**Requirement:** Which lines of the data below hold "column"? Copy each of them.

**Saved entries:**
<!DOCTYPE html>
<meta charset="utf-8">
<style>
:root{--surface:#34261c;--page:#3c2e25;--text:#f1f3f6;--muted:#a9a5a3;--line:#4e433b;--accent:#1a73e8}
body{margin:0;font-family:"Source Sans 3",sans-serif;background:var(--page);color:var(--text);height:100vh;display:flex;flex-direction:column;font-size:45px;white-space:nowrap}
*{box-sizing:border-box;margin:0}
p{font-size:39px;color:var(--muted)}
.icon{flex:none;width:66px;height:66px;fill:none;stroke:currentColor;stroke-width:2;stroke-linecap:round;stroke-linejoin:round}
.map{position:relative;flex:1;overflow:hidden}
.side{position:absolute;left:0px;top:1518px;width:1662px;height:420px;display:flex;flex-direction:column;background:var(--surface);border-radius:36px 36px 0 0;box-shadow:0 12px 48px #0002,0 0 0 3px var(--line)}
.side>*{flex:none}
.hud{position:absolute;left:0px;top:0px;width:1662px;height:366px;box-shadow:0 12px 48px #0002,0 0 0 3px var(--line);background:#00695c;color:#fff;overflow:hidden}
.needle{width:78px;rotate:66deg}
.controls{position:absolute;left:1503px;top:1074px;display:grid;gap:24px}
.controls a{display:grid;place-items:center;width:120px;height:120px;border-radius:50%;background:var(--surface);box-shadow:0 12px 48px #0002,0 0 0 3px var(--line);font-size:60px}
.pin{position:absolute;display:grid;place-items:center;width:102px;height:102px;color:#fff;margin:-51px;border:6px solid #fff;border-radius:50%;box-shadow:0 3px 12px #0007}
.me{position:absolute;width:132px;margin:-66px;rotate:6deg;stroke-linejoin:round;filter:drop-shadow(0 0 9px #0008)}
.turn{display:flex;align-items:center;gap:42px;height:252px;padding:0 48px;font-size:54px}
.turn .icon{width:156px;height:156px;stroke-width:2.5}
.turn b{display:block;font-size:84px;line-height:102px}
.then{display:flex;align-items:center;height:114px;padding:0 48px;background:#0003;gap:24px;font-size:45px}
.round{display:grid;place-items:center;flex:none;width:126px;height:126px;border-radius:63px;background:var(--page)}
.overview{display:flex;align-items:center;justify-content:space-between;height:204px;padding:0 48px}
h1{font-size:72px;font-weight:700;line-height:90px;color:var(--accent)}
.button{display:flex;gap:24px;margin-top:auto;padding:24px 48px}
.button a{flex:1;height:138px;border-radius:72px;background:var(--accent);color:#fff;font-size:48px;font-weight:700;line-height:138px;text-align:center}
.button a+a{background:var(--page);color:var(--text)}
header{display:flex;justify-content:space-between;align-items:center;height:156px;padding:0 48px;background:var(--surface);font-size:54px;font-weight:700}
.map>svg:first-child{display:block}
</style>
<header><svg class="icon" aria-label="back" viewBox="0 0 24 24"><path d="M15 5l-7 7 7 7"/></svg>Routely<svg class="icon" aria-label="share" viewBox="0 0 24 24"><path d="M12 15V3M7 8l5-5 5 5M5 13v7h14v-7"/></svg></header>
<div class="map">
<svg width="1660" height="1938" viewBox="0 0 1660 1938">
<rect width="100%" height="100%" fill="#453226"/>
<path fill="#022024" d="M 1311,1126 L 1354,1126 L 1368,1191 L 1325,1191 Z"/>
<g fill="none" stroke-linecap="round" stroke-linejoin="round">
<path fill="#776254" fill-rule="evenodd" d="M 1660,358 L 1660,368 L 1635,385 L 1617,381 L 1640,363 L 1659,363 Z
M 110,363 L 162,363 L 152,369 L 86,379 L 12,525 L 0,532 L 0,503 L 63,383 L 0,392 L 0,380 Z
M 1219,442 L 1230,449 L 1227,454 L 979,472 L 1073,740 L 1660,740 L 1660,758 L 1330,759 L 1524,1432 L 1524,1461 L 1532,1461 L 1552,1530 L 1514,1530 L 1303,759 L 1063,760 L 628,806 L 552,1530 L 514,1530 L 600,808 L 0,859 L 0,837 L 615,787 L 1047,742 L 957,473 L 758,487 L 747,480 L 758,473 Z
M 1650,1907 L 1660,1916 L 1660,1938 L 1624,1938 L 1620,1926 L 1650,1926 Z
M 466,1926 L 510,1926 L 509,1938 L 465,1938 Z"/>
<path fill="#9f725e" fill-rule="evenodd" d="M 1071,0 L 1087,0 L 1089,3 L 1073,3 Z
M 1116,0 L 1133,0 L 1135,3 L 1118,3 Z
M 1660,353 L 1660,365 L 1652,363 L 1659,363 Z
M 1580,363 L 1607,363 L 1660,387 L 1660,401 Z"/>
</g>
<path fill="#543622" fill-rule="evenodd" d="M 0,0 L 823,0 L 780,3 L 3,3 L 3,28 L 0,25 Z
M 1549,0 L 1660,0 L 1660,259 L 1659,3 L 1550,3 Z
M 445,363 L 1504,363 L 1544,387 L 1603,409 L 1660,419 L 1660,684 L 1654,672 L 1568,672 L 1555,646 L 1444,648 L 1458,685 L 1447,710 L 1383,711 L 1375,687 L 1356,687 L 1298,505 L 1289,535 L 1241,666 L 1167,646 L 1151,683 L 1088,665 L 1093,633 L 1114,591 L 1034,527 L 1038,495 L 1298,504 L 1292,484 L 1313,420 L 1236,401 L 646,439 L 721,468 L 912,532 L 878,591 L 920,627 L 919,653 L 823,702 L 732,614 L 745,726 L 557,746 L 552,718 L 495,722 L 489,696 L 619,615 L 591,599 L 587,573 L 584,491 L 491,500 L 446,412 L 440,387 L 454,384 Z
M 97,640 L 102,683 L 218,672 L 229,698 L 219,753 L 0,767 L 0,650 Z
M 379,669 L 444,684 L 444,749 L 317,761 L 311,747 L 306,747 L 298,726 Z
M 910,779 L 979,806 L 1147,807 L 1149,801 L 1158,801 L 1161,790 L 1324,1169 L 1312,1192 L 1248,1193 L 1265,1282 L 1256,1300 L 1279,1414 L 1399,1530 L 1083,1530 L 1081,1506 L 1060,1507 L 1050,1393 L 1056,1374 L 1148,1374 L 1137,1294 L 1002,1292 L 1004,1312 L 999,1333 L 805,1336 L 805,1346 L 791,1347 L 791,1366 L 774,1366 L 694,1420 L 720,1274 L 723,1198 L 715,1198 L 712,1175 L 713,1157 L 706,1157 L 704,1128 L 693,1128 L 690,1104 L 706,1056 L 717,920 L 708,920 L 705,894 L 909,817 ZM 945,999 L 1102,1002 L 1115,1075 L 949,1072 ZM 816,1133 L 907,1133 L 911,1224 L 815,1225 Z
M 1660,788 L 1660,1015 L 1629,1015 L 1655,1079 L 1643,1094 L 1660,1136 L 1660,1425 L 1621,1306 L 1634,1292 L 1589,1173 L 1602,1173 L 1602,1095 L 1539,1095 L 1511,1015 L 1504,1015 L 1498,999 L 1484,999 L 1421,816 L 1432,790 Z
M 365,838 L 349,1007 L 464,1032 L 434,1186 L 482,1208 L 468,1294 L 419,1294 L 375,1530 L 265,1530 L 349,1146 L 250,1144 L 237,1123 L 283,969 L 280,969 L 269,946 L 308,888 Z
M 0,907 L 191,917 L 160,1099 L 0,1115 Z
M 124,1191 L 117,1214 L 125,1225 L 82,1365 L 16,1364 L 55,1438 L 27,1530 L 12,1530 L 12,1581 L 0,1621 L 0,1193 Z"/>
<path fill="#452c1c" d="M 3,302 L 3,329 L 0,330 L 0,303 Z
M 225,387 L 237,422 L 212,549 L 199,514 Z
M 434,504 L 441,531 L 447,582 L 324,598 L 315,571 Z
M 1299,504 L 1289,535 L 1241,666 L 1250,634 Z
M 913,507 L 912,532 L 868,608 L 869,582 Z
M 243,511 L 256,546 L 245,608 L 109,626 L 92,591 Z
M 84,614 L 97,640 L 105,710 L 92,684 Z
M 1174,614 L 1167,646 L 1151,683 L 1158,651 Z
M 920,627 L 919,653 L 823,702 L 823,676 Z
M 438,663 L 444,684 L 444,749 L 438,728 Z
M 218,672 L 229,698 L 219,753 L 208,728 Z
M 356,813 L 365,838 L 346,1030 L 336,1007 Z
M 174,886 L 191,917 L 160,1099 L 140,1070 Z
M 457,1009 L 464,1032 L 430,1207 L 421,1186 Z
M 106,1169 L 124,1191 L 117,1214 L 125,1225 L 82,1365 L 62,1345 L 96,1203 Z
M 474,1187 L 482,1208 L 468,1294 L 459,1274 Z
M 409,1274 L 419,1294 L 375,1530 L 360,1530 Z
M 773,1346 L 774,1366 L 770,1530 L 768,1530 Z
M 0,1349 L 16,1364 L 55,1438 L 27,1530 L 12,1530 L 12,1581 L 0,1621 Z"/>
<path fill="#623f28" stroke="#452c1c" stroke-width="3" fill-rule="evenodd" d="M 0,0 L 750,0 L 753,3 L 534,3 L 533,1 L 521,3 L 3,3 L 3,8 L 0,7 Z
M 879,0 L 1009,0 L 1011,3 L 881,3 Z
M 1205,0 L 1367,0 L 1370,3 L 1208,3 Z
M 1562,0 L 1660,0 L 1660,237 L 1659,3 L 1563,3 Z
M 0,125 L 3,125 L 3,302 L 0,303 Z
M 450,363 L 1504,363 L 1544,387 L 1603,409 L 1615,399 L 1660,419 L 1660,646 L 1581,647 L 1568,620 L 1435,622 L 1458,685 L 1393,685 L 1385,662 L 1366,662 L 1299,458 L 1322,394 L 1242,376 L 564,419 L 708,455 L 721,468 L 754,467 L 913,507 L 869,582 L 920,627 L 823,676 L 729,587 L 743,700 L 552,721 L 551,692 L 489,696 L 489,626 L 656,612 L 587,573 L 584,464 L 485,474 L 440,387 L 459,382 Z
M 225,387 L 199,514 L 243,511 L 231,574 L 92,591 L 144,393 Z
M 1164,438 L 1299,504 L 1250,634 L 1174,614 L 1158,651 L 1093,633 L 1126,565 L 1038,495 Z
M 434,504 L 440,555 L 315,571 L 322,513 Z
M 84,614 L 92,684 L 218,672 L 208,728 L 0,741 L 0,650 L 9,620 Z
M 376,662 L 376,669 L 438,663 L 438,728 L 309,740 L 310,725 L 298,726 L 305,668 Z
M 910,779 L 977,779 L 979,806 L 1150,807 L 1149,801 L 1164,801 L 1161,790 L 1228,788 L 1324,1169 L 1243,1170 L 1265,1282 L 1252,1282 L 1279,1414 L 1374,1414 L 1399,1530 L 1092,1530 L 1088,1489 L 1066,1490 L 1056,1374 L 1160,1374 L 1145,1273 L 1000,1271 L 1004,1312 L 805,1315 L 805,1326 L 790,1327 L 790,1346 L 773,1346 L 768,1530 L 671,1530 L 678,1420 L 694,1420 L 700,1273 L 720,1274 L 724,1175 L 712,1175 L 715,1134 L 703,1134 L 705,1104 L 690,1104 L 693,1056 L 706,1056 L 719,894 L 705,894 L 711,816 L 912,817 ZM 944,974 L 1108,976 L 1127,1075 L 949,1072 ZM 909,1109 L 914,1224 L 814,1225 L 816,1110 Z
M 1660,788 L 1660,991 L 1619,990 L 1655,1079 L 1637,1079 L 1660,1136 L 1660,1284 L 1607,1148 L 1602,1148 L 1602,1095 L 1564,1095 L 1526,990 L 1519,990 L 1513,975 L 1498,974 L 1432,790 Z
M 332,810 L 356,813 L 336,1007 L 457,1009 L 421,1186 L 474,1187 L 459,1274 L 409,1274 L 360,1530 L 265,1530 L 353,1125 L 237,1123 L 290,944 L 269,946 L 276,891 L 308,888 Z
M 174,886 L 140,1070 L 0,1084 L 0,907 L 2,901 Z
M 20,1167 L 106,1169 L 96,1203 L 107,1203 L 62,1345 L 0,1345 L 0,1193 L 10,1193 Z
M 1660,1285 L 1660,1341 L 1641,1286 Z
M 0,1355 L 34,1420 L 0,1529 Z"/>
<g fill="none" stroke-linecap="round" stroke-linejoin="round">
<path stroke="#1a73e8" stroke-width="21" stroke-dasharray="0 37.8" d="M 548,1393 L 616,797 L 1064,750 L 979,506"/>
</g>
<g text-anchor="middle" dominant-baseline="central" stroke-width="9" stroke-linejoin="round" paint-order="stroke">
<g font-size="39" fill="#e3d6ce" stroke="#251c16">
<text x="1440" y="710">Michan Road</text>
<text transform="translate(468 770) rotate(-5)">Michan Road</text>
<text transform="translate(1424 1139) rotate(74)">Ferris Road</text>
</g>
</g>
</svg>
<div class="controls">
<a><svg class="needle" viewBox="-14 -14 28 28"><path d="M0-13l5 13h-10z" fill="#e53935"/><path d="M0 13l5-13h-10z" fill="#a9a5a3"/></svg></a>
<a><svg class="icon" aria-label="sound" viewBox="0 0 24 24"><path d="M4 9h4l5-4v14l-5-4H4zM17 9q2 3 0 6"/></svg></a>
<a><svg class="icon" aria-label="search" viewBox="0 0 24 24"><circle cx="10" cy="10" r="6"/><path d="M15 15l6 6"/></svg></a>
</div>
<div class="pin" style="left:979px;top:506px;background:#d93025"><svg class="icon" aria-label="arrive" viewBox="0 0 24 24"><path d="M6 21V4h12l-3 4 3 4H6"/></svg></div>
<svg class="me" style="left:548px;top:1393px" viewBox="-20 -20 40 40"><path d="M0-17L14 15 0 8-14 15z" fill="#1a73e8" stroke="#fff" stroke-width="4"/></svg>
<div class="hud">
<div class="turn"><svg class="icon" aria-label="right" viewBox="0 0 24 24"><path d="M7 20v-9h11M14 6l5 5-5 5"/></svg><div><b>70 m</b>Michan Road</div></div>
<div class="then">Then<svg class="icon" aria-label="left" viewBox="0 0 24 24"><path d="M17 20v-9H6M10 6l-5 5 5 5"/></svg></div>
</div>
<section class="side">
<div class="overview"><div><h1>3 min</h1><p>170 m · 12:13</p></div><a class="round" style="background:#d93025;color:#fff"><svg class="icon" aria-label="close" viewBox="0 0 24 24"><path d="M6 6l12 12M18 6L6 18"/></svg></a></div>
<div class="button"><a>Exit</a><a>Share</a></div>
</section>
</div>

**Result of the task:**
body{margin:0;font-family:"Source Sans 3",sans-serif;background:var(--page);color:var(--text);height:100vh;display:flex;flex-direction:column;font-size:45px;white-space:nowrap}
.side{position:absolute;left:0px;top:1518px;width:1662px;height:420px;display:flex;flex-direction:column;background:var(--surface);border-radius:36px 36px 0 0;box-shadow:0 12px 48px #0002,0 0 0 3px var(--line)}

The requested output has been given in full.